Donny makes a cutoff gesture by his neck, telling Gus to stop his explanation. Donny knew Ben was a stickler for following the rules. If Greg's insight to their towing problem was any indication, Ben probably could find a whole mess of holes in their plans.
    But Ben just turned to Donny and studied him quizzically.
"Is that right?" Ben murmurs, "Isn't that place like, smaller than a rabbit's asshole?"
    They all crack up at this.
"It's a tight fit, but we rotate the futon and loveseat sleeping arrangement" Donny says, "It's a lot nicer than sleeping in the back of the blazer, though,"
    Gus looks up fondly at the approaching storm. He stands on the runner of his blazer, propping himself up above the tin cab. The energy in the air vibrates with every living thing. The lighting stirs up the hair, and the damp seeps into old joints.

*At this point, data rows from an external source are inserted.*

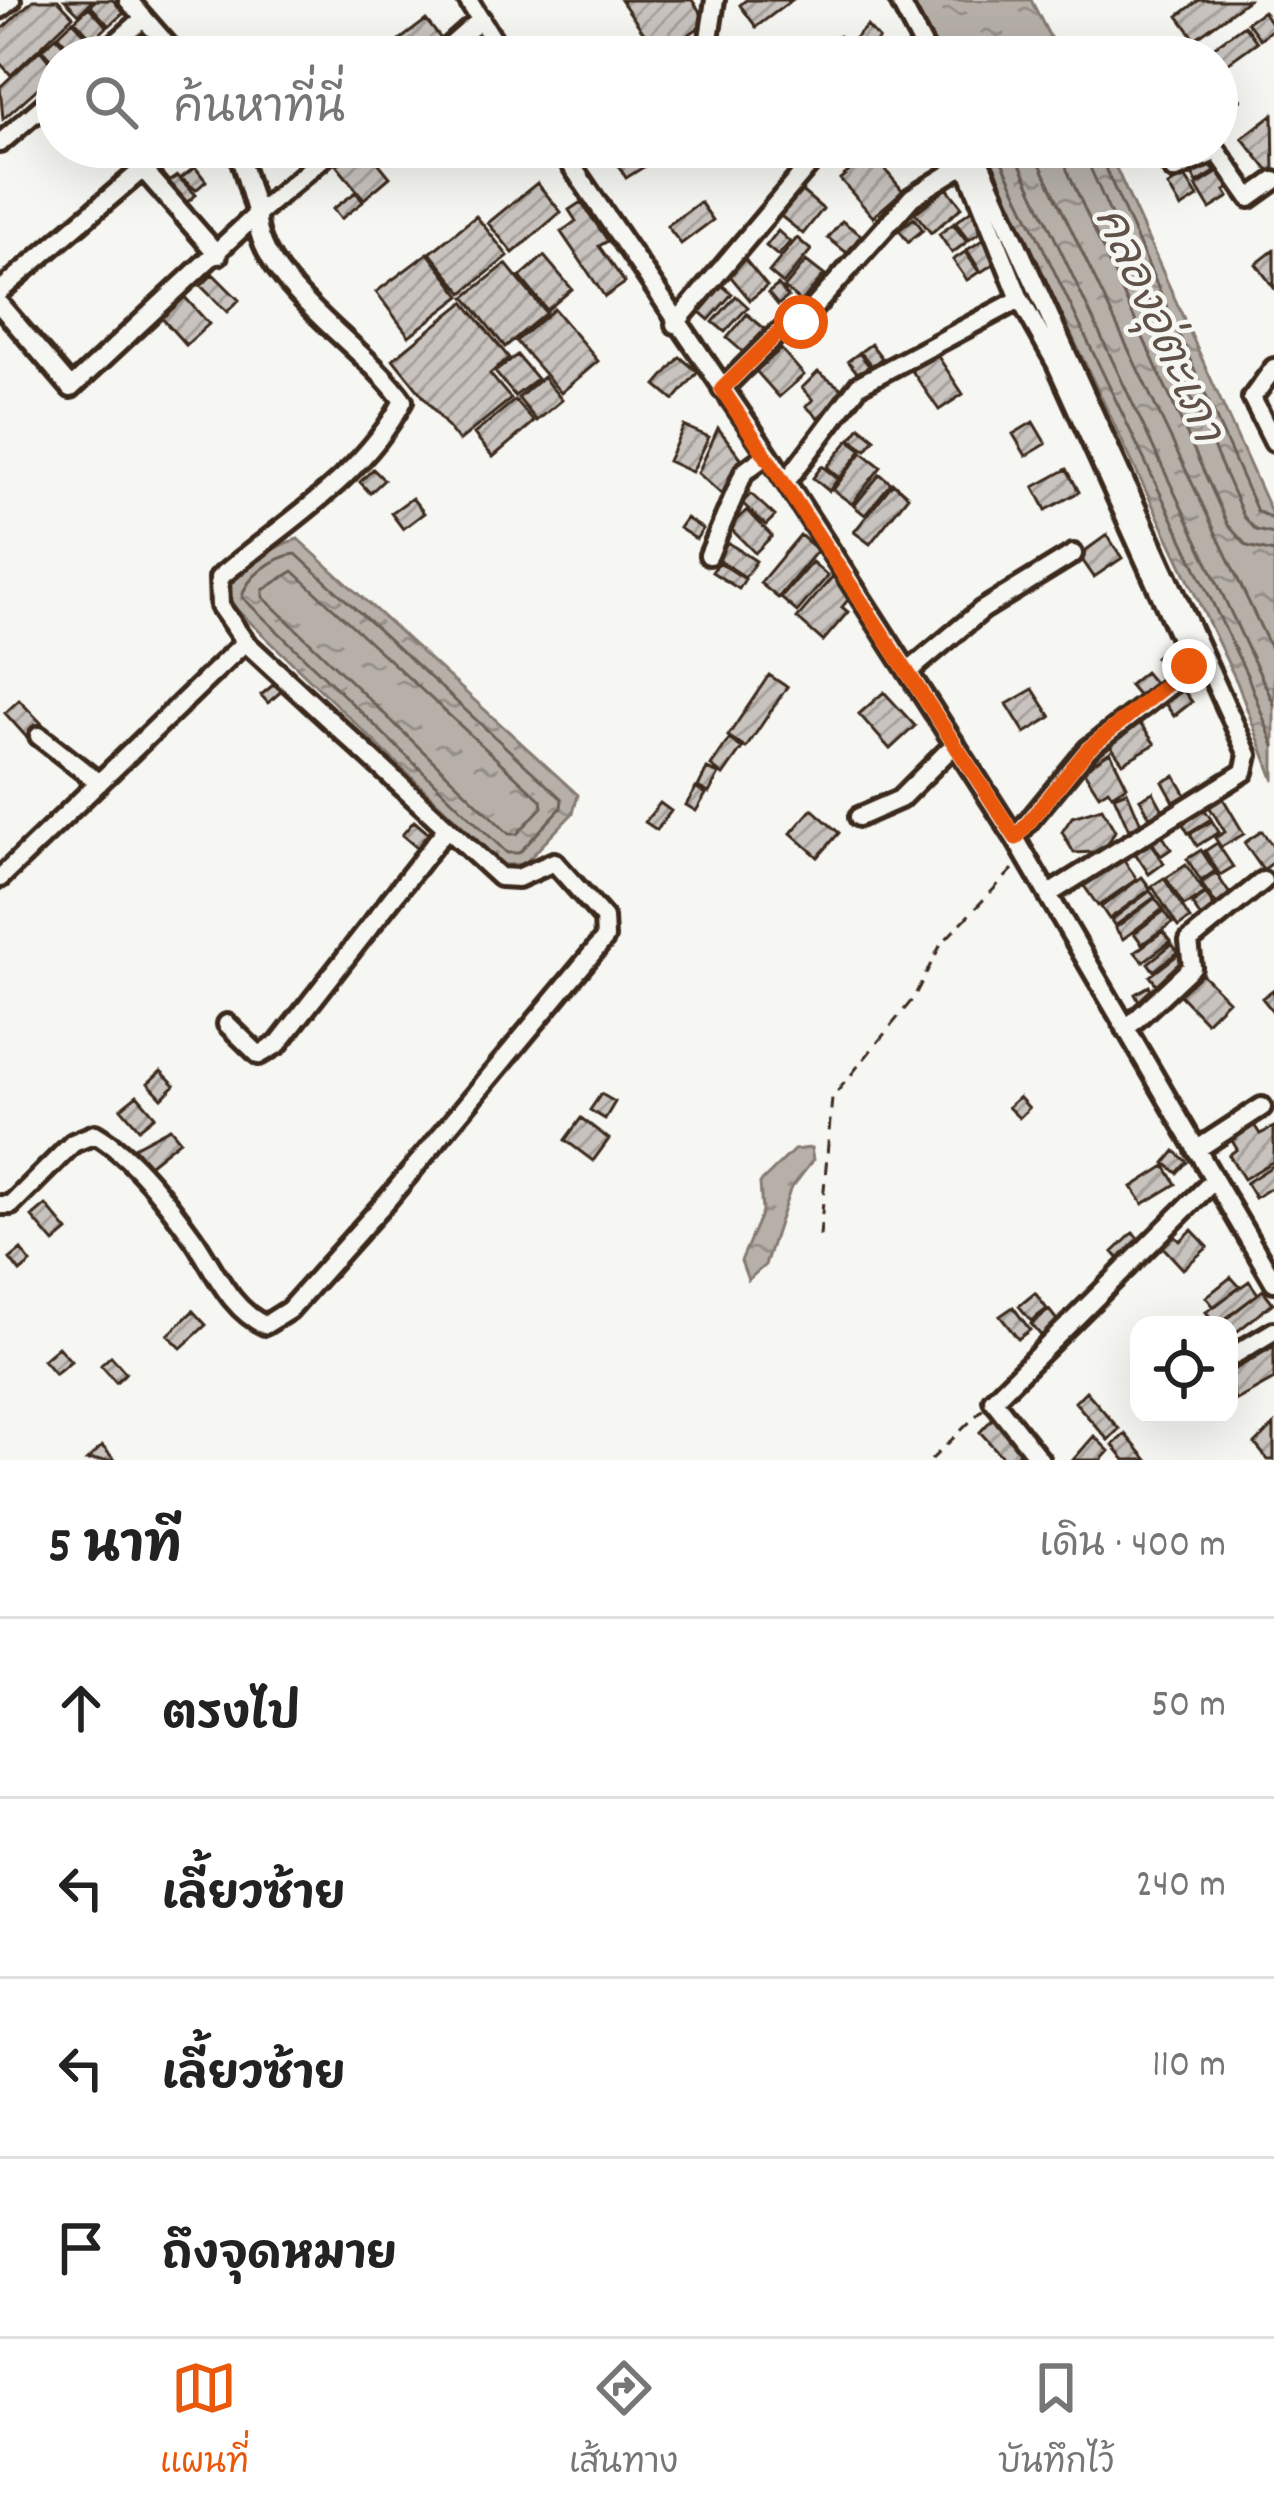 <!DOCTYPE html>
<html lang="th">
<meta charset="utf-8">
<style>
:root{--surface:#fff;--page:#f6f6f6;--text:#222;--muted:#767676;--line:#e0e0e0;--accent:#ea580c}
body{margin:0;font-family:Dekko,"Playpen Sans Thai",sans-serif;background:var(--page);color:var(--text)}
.controls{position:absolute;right:36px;bottom:36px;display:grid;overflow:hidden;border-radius:24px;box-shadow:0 12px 48px #0002}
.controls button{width:108px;height:108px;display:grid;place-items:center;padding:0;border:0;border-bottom:3px solid var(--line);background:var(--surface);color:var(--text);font:60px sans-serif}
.stop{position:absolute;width:36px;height:36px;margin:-27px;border:9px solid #ea580c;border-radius:50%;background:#fff}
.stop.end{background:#ea580c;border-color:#fff;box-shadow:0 3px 12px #0008}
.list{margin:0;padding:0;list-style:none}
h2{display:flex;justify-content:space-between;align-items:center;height:156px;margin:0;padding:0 48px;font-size:51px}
h2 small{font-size:39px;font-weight:400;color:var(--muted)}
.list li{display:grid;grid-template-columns:78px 1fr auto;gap:36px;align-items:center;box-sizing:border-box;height:180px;padding:0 48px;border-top:3px solid var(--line)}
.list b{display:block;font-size:45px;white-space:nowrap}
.list em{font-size:39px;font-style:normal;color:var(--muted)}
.icon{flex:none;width:66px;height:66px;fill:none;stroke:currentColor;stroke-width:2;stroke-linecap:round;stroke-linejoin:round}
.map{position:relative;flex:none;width:1274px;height:1460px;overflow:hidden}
.search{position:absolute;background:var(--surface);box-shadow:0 12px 48px #0002;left:36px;right:36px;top:36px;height:132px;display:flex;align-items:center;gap:30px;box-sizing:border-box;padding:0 42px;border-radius:66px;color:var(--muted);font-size:45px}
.sheet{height:876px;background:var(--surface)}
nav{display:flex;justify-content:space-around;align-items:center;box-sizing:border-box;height:168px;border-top:3px solid var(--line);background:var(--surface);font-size:33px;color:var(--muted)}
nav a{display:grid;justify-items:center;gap:6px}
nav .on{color:var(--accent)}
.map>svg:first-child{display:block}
.water{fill:url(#water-ripples);stroke:#857a71;stroke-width:3}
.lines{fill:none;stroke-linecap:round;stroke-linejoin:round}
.shore{stroke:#6c6056;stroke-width:3}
.building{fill:url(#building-hatch);stroke:#3b2a1e;stroke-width:3}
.minor-casing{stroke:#3b2a1e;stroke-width:26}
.path{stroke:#3b2a1e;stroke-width:3;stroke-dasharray:12 9;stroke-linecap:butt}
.minor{stroke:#f6f6f2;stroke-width:16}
.route{stroke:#ea580c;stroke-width:15}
.labels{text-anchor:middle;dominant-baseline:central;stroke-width:9;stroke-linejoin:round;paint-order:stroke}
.water-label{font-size:45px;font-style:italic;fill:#605248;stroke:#f6f6f2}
</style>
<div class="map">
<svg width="1274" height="1460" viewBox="0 0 1274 1460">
<defs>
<pattern id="water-ripples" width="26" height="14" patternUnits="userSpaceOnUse" patternTransform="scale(3)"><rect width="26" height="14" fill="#b6b0a9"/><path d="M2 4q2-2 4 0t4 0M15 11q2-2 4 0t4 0" fill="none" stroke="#958f89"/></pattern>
<pattern id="building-hatch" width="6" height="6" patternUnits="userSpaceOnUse" patternTransform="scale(3)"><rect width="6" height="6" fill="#c8c3be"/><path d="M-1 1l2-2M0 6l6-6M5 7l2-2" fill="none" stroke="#a49f9a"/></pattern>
</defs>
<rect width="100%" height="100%" fill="#f6f6f2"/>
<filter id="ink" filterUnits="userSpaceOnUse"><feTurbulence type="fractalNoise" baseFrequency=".00833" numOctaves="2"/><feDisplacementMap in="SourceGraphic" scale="24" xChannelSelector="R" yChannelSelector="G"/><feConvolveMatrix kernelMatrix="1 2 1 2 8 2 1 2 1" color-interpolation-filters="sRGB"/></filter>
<g filter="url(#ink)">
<path class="water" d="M909,0H1031L1060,57H938Z
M982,147L1107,148L1274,519V781L1237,682Z
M298,539L578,795L573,813L524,864L503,865L229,602L227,589C247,565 267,548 298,539Z
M811,1148L813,1160L790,1190L765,1265L748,1280L741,1261L762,1212L760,1183L794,1150Z"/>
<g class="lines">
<path class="shore" d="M995,147L1248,677L1274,746
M1012,147L1274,704
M1032,147L1274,655
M1063,147L1067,170L1228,525L1247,546L1274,552
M1081,147L1244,517L1256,530L1274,534
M1096,147L1257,511L1274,519
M296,554L562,799L561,808L519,853H507L242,597C246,577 275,556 296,554Z
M293,571L541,800L542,807L517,834H509L263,597V590Z"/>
</g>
<path class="building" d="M33,0H58L73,16L11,75L0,63V31Z
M65,0H93L79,14Z
M96,0H113L124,13L109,26L90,5Z
M621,0H692L707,22L659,55Z
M746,0H792L756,27L740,5Z
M1199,0H1248L1195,39L1178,16Z
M89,7L107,27L93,40L75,20Z
M1263,11L1274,28L1260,39L1247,22Z
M426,20L442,40L421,57H396L389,48Z
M73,21L91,41L75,55L58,35Z
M1244,25L1257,42L1218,70L1217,57L1206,52Z
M867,26L879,39L863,55L851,42Z
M839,36L854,57H831L824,47Z
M56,37L74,56L57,57V66L42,49Z
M1143,44L1149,56L1134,57L1131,51Z
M40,50L57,71L3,119L0,87Z
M1218,73L1241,100L1231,108L1217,92Z
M1273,114L1274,172L1271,174L1242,138Z
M171,147H189L194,153L184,163Z
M474,147H507L488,163Z
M607,147H662L666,153L626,178Z
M885,147H913L897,161Z
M367,149L390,177L364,199L336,165L355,150L360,155Z
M871,153L903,191L873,217L840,179Z
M1210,163L1215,172L1197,183L1192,174Z
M195,167L206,181L196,190L181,178Z
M1222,170L1232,187L1225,191L1229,197L1210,209L1196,186Z
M1184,175L1198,197L1181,208L1168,186Z
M177,176L196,195L185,204L168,182Z
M537,183L561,212L513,253L488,223Z
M798,188L823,209L803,234L777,213Z
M947,188L962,207L931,233L915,213Z
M356,192L363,202L341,219L333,209Z
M581,202L608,241L599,246L625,283L605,297L561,232L576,221L569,210Z
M700,202L713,220L681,244L667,226Z
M976,207L989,226L969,240L955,222Z
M476,216L508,256L463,293L430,253Z
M914,218L923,230L908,242L899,230Z
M842,221L861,235L847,253L828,238Z
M953,224L967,242L952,253L939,234Z
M778,231L790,242L778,256L766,246Z
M797,238L811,250L783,284L769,272Z
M984,239L998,261L981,272L967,250Z
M1274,250V288L1256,264Z
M965,252L979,272L967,280L953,260Z
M428,253L461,296L409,336L376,292Z
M544,256L572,289L547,310L520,277Z
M743,257L767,286L750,300L726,271Z
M806,261L824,275L801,302L784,288Z
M506,264L546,313L505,347L465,297Z
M213,274L239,300L227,312L201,286Z
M716,280L732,294L709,320L693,306Z
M778,285L788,297L778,305L768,293Z
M182,294L209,324L186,345L159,315Z
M736,296L748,307L725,332L713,322Z
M464,302L509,358L490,374L511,399L459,441L393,359Z
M554,309L598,361L561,393L516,341Z
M747,314L765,329L744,353L727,338Z
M871,344L882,358L872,366L860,352Z
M781,349L804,375L779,397L756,371Z
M935,352L963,394L939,410L910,368Z
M859,353L870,367L859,375L848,361Z
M517,355L537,379L515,396L495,372Z
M680,357L698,372L674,400L656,385Z
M818,372L845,391L818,418L806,406L813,400L802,388Z
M543,377L562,400L537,421L518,398Z
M515,400L534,422L493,457L474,434Z
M1033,422L1046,444L1026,456L1013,434Z
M684,426L709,437L692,472L668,461Z
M860,427L875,439L866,450L851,439Z
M718,428L745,463L728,500L698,473Z
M849,440L862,450L840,478L827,467Z
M862,452L881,467L852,504L833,490Z
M822,466L838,479L829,491L813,478Z
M373,469L384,480L370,493L360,482Z
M1067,469L1079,492L1046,510L1034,487Z
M880,474L891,483L865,515L854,506Z
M893,483L908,496L870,544L854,532Z
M751,494L775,516L766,525L742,503Z
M412,498L424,513L403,529L391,513Z
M747,510L772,536L755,553L729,527Z
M686,518L703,529L696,539L679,528Z
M800,535L818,550L778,598L760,583Z
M1107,535L1122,558L1094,577L1079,555Z
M727,542L756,561L745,577L716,558Z
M719,562L745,579L739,589L712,572Z
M812,562L828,576L797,612L781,598Z
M833,576L853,594L842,607L848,612L823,641L797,618Z
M1170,645L1183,662L1168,674L1155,657Z
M1145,672L1156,685L1140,698L1129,685Z
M769,675L787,687L746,748L728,736Z
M278,681L284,689L268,703L261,695Z
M1179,684L1192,702L1174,716L1161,698Z
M1033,689L1051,717L1025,733L1007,704Z
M884,692L915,726L890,749L859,714Z
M19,700L46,728L31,742L5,713Z
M1136,718L1155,744L1123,763L1106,739Z
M729,739L742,748L723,775L711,766Z
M1110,752L1127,786L1112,795L1108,789L1099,795L1083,770Z
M707,769L719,774L709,793L698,787Z
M1175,776L1186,795L1174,802L1163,782Z
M696,788L706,794L696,811L686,805Z
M1127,791L1141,824L1129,830L1114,796Z
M1153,792L1164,812L1151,819L1140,799Z
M1221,795L1244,834L1221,847L1215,838L1225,832L1207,803Z
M660,803L671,811L657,830L645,822Z
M1201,804L1211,819L1188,833L1179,817Z
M1102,808L1115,831L1108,844L1094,852L1074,853L1062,832L1072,817Z
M812,809L839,833L818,857L791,833Z
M414,821L435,839L423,853L402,835Z
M1212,821L1219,832L1197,846L1190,834Z
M1158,829L1171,849L1161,856L1148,836Z
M1262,831L1274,848V862L1263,870L1244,843Z
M1147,836L1164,863L1149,874L1131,847Z
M1217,843L1233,867L1220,875L1205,851Z
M1201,850L1215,871L1201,881L1187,859Z
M1123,859L1137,879L1098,906L1084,886Z
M1186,865L1205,893L1184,906L1166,878Z
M1216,873L1235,902L1221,911L1201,883Z
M1142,877L1151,889L1109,919L1101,907Z
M1164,878L1190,919L1178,927L1152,886Z
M1150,891L1155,897L1115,926L1111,920Z
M1206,894L1218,913L1204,922L1192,904Z
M1155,898L1163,909L1123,939L1115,928Z
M1164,911L1172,923L1142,944L1134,933Z
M1163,931L1171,941L1143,962L1135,952Z
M1172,944L1178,952L1154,971L1148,963Z
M1180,953L1189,965L1159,988L1150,976Z
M1196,968L1228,1000L1206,1022L1174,989Z
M1149,986L1155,997L1141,1005L1135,994Z
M1274,989V1013L1262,998Z
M161,1071L175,1085L162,1098L148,1083Z
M601,1094L615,1102L605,1119L590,1110Z
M137,1095L155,1116L139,1129L121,1108Z
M1019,1097L1029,1108L1019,1118L1008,1107Z
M581,1118L609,1139L593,1161L565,1140Z
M1254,1125L1260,1134L1274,1127V1161L1244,1179L1229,1155L1237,1149L1231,1139Z
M170,1128L180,1140L149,1165L134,1147Z
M1175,1151L1187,1162L1177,1173L1165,1163Z
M1274,1165V1186L1255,1198L1246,1183Z
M1165,1166L1176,1184L1143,1204L1132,1187Z
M46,1205L68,1231L54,1243L32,1217Z
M1192,1230L1208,1247L1183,1269L1161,1245L1173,1234L1180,1241Z
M1133,1233L1141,1241L1120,1260L1113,1252Z
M21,1250L31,1263L20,1272L10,1259Z
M1231,1277L1240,1287L1214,1307L1206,1297Z
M1249,1281L1258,1294L1217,1325L1206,1312Z
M1263,1290L1273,1303L1229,1338V1325H1218Z
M1035,1293L1047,1309L1031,1321L1019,1306Z
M1013,1307L1030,1330L1018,1339L1000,1316Z
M1049,1310L1060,1324L1043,1338L1031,1324Z
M193,1311L206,1325L181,1348L168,1335Z
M1274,1346V1379L1235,1401L1229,1373Z
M58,1347L71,1361L55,1374L43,1360Z
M111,1356L126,1373L116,1382L101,1365Z
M1086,1391L1119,1429L1108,1440L1075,1402Z
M994,1417L1023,1448L1012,1460H1005L980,1432Z
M1274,1425V1460H1268L1255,1444Z
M1125,1434L1147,1460H1125L1113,1445Z
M1094,1436L1109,1451L1101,1460H1073Z
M102,1446L115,1460H87Z"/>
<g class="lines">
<g class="minor-casing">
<path id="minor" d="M128,0L178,57
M468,0L504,57
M899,0L929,57
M0,9L11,0
M100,57L144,18
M438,57L481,19
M700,57L708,45L715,0
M0,143L57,94
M559,147L768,454L1015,838L1274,1282
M959,147L1020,299L1056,363L1189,658L1186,673L1088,749L1015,838
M973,147L1248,755L1244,772L1049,894
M1155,147L1174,170L1217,151L1250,198L1274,181
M143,169L218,255
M0,291L143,169L125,147
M0,305L71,388L257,214L237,147
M675,324L824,147
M1274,368L1252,398L1274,442
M722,389L778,333L801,322L912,197L967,163
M786,482L859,385L1020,299
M709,555L744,472L768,454
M908,672L982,610L1073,554
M39,736L99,783
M859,817L900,799L955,744
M0,878L245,642
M227,1024L259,1055L278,1044L447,828
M1126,1029L1192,967L1189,941L1263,881
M1196,1150L1262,1107
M0,1205H11L73,1143L95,1134C133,1156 167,1202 193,1238C214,1268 230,1310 265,1325L289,1310L388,1199L605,938L604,918L554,862L518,878L500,877L245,642L220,606L219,578C284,523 362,478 403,401C367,347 255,281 257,214L336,147
M1229,1358L1274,1331
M1040,1460L993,1400L1213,1181"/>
</g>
<path class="path" d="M820,1236L832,1098L913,999L941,944L1015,867
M931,1460L983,1409"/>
<use href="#minor" class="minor"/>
</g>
</g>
<g class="lines" filter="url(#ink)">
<path class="route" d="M801,322L778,333L722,389L1016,838L1088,749L1189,666"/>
</g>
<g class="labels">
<g class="water-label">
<text transform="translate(1155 326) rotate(66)">คลองอุ่ตะเภา</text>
</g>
</g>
</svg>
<div class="controls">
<button><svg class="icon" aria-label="locate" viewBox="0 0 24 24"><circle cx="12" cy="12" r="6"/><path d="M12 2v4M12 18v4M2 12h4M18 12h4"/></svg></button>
</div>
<div class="stop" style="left:801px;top:322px"></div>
<div class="stop end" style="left:1189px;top:666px"></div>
<div class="search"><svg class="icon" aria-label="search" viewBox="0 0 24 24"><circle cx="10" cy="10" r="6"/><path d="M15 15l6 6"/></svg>ค้นหาที่นี่</div>
</div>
<section class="sheet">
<h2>5 นาที<small>เดิน · 400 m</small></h2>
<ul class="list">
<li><svg class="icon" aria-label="ahead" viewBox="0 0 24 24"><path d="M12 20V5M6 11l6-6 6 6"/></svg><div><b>ตรงไป</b></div><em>50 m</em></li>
<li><svg class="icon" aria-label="left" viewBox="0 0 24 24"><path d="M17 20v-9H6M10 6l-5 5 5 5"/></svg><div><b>เลี้ยวซ้าย</b></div><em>240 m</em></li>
<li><svg class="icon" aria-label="left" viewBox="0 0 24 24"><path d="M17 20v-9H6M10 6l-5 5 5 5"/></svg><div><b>เลี้ยวซ้าย</b></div><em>110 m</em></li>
<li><svg class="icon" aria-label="arrive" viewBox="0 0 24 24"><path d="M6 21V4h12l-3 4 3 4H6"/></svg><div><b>ถึงจุดหมาย</b></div></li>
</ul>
</section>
<nav>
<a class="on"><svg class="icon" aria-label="map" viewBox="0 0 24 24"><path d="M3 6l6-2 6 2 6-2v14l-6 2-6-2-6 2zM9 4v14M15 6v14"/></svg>แผนที่</a>
<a><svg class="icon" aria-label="directions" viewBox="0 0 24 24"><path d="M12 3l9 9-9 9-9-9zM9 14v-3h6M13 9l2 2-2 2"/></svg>เส้นทาง</a>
<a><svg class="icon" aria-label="saved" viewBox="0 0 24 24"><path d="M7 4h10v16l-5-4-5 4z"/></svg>บันทึกไว้</a>
</nav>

    "Oh, I don't know," Gus says distantly, "Night like this? It was always nice to hear the raindrops on top of the blazer's roof. Helped me sleep. I always liked storms."
    Their small congregation breaks up. Donny hops in with Gus and they all depart. Greg pulls out his phone and dials Rebecca. She is number one on speed dial. It rings twice, then goes directly to voicemail. Greg frowns. This is usually a sign the person is available, but doesn't want to talk. Greg isn't sure how to proceed. Within a minute or two, Rebecca sends him a text:
--went to movies with my sister Amy. Can't talk. I'm staying at her house tonight. Will call u tomorrow.
    Greg's stomach sinks. He won't get to see her again at all tonight. Or Julie, either. Shit on a shingle, this sucked.
    It was only 9, but Greg headed to bed. Nothing seemed enjoyable on that Friday night. A sudden bout of sadness strikes him as he climbs into his shoddy bed in the loft. Being lonely was brutal. How had he managed to survive so long by himself? How could he get to sleep without Rebecca there next to him? Rebecca had refreshened his acquaintance with intimacy. He would always go it alone before. Greg hadn't counted on becoming dependent on companionship. Now, it was murderously difficult to switch back to his solo role. He was eager to get to bed. The sooner he winked out, the sooner he could reach her in the morning. The rain began to downpour, battering his ceiling with a soothing chorus of drops. It counteracted his mood, but not by much. He fell asleep, aching for his woman.